A boy’s life-saving visit from local firefighters this year may help inspire his older brother to join the service himself one day.
Two-year-old Sebastian was born roughly 15 weeks premature with underdeveloped lungs, his mom Brianna Loran said in an interview. He stayed at Seattle Children’s Hospital for his first 11 months before he could safely come home to the family’s home on the west side of Auburn.
“He basically has been on a ventilator since his first breaths of life, and he will stay on a ventilator for another year or two until his lungs fully heal,” Loran said.
Sebastian needed a tracheostomy to help him breathe.
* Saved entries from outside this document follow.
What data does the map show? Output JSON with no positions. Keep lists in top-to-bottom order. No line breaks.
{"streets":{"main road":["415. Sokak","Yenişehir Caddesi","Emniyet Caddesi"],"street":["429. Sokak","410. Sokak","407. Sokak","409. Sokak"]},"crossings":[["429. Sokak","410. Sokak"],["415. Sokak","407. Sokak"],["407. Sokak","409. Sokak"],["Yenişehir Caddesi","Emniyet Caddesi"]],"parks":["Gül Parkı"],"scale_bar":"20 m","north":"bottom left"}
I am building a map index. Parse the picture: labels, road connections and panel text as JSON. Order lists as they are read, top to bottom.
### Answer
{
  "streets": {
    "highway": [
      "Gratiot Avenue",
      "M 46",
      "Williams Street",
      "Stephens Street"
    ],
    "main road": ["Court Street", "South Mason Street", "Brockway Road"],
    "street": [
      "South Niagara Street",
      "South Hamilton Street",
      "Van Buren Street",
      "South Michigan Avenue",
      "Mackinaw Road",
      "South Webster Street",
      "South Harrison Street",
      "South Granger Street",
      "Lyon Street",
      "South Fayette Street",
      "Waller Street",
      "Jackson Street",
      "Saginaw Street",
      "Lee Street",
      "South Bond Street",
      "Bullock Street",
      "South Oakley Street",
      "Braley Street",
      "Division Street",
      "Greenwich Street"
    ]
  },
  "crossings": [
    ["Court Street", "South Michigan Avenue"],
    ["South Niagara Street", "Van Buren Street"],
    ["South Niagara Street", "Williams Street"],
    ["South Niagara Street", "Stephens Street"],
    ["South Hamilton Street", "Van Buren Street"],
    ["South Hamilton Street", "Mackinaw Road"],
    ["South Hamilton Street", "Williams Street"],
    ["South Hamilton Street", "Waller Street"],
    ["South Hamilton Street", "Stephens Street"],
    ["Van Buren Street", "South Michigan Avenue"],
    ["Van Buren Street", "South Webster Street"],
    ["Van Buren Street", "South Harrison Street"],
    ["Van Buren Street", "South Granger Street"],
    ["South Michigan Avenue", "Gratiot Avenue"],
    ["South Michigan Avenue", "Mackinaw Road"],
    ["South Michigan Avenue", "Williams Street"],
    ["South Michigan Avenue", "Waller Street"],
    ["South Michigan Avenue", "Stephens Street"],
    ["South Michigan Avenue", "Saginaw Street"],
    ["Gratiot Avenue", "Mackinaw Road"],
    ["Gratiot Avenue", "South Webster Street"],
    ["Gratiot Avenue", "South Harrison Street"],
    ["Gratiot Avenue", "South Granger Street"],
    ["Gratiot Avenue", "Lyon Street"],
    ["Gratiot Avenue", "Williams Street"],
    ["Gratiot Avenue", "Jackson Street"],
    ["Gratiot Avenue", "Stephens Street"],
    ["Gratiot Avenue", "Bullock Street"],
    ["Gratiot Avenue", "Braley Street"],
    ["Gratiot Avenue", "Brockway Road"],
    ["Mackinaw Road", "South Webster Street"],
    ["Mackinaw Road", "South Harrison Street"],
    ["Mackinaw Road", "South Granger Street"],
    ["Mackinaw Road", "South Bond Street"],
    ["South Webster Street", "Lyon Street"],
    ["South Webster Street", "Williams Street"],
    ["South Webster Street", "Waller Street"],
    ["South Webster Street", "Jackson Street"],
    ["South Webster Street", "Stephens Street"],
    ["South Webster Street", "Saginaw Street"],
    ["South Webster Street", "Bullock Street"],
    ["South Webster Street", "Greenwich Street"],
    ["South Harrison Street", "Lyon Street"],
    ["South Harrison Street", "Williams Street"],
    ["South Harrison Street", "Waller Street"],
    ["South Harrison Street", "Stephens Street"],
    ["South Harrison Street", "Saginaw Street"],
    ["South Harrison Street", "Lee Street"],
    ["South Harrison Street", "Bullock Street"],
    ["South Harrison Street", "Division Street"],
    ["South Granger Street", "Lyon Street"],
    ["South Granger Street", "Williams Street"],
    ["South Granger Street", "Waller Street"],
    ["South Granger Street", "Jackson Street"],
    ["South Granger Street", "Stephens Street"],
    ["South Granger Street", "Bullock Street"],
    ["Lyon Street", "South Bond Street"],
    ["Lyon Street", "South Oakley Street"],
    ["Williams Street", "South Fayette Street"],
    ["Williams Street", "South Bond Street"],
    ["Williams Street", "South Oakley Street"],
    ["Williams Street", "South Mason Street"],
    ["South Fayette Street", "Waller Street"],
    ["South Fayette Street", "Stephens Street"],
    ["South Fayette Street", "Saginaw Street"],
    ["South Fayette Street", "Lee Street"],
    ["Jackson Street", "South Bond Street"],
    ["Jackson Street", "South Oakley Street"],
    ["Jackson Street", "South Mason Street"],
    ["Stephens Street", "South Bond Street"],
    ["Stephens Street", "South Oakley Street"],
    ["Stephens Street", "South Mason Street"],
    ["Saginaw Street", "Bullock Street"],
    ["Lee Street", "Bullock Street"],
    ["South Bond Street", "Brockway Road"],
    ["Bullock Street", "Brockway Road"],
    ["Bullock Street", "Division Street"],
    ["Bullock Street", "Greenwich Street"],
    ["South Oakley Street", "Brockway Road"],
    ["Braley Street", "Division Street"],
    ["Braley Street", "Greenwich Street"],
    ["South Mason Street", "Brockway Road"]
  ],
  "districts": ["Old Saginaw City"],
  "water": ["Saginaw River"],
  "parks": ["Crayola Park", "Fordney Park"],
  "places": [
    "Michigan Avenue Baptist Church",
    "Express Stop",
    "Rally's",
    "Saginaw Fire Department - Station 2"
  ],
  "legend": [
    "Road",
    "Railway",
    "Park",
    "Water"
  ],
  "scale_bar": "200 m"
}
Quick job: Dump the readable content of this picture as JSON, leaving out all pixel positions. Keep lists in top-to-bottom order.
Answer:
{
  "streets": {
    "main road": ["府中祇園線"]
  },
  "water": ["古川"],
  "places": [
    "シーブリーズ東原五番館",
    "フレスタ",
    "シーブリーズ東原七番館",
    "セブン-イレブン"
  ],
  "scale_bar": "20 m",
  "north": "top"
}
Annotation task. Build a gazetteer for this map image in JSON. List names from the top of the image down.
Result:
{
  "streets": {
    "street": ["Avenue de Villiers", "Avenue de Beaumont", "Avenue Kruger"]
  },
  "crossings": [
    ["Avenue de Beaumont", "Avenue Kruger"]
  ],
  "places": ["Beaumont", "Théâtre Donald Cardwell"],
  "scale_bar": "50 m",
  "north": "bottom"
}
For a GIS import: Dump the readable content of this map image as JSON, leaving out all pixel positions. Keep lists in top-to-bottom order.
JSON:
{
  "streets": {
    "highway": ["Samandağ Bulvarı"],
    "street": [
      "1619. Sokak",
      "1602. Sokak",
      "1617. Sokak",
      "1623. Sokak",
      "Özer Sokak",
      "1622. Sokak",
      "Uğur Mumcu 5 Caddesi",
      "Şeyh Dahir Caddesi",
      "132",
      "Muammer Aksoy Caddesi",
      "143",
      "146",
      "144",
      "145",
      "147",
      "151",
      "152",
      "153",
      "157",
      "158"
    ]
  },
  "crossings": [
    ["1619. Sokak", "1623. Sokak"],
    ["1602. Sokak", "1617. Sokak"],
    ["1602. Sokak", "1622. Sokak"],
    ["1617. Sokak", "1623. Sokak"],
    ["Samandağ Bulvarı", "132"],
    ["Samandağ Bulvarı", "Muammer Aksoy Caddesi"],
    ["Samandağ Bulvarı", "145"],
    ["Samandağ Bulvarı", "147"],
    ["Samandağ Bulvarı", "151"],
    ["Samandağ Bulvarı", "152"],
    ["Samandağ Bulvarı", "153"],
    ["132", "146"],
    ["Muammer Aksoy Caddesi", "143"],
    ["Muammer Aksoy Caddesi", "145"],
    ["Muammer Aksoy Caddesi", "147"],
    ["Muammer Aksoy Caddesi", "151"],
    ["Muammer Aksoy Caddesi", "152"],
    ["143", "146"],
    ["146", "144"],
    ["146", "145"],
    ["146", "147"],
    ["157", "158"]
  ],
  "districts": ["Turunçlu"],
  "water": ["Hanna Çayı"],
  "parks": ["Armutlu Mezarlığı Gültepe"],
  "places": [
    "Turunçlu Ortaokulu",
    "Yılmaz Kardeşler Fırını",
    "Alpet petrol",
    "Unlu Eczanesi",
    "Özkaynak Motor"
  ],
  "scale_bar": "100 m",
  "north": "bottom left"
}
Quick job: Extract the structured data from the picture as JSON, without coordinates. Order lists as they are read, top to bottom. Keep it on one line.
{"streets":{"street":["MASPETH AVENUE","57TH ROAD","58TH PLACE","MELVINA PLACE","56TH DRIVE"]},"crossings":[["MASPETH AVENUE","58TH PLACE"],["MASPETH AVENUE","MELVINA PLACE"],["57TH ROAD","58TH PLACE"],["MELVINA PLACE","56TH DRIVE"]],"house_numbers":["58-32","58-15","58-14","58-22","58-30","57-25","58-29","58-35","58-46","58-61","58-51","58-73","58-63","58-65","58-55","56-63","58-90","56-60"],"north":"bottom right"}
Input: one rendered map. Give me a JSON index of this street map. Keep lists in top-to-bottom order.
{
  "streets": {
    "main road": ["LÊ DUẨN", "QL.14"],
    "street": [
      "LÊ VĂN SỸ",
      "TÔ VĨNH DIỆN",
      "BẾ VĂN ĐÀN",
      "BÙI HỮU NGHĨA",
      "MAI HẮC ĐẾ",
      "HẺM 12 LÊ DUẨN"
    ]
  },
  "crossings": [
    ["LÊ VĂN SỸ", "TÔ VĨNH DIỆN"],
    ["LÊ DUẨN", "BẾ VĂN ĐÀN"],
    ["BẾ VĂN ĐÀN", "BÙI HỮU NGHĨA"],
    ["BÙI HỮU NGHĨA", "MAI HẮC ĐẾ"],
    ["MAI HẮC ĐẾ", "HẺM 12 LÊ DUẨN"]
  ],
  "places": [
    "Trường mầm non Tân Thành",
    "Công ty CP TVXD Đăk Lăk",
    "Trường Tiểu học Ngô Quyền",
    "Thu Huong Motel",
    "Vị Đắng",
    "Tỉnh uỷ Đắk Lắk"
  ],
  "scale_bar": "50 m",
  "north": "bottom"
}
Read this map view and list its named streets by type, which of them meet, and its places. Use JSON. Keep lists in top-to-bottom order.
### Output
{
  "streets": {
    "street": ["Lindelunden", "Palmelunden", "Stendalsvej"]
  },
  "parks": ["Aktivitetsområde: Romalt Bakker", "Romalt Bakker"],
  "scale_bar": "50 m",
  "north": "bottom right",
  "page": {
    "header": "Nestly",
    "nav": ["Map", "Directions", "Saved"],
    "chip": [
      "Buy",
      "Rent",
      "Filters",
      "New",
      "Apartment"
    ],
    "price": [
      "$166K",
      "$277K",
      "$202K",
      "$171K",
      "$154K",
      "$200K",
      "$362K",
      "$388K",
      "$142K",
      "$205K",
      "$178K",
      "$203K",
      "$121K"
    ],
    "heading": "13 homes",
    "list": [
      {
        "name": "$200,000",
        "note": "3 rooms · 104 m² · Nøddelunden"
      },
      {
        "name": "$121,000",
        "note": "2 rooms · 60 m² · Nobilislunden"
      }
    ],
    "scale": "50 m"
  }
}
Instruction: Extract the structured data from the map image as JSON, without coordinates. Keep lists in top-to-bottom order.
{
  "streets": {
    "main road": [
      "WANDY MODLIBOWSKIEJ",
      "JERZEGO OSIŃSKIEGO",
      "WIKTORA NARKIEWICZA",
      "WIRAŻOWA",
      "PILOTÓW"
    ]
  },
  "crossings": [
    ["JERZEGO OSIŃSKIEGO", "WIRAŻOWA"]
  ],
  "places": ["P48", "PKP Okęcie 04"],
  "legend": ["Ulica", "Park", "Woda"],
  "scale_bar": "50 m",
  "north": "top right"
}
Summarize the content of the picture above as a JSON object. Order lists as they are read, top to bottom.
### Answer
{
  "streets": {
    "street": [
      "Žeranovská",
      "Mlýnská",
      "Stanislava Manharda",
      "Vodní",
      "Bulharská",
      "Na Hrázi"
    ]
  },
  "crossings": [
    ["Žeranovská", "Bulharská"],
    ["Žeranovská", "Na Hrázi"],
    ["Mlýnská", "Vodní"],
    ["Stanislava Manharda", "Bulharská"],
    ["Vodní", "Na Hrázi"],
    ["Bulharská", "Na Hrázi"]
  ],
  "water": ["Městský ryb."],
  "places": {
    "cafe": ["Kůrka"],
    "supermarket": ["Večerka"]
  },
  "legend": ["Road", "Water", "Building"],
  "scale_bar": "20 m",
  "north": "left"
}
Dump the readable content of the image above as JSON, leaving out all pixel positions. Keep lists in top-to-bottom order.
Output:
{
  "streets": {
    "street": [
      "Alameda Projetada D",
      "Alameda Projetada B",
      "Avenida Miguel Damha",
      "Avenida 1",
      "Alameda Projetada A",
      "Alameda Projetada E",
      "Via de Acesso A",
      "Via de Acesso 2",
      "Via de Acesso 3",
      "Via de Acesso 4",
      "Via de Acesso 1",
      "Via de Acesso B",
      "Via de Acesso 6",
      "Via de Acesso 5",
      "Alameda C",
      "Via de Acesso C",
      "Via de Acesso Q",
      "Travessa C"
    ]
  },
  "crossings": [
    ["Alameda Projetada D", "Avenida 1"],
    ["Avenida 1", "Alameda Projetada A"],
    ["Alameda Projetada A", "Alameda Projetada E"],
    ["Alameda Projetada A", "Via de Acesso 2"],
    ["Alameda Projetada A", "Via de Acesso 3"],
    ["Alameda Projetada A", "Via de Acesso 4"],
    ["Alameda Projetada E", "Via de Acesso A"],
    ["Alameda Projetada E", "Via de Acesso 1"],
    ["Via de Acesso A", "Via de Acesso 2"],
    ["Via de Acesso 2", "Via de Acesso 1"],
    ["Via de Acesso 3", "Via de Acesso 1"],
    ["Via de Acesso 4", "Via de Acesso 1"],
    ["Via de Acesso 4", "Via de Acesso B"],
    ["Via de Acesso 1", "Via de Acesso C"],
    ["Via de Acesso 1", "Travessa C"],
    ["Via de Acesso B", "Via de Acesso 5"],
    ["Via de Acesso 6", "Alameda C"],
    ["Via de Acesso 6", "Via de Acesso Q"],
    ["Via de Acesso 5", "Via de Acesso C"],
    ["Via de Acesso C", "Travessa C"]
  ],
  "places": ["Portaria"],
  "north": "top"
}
The surgical procedure created a new opening through his neck from which he breathes through a tube.
Before discharging Sebastian, Seattle Children’s alerted local fire departments about his uncommon medical condition and even disseminated a training video for first responders in case he suddenly had a medical emergency.
And just that happened this last January, when Sebastian’s tracheostomy tube came out one night — prompting an urgent 911 call and desperate CPR attempts to keep Sebastian alive.
“The way it came out, it was pretty traumatic to his (airway),” Loran said. “So it was really difficult to get (the tube) back in and for us to reconnect him to his ventilator.”
South King Fire and Rescue’s Medic One responders arrived in five minutes. By that time, Sebastian had already lost consciousness and the family was trying to revive him.
“We didn’t know if he was going to live,” Loran said. “Our baby was purple and lifeless. We were attempting CPR and it just wasn’t working.”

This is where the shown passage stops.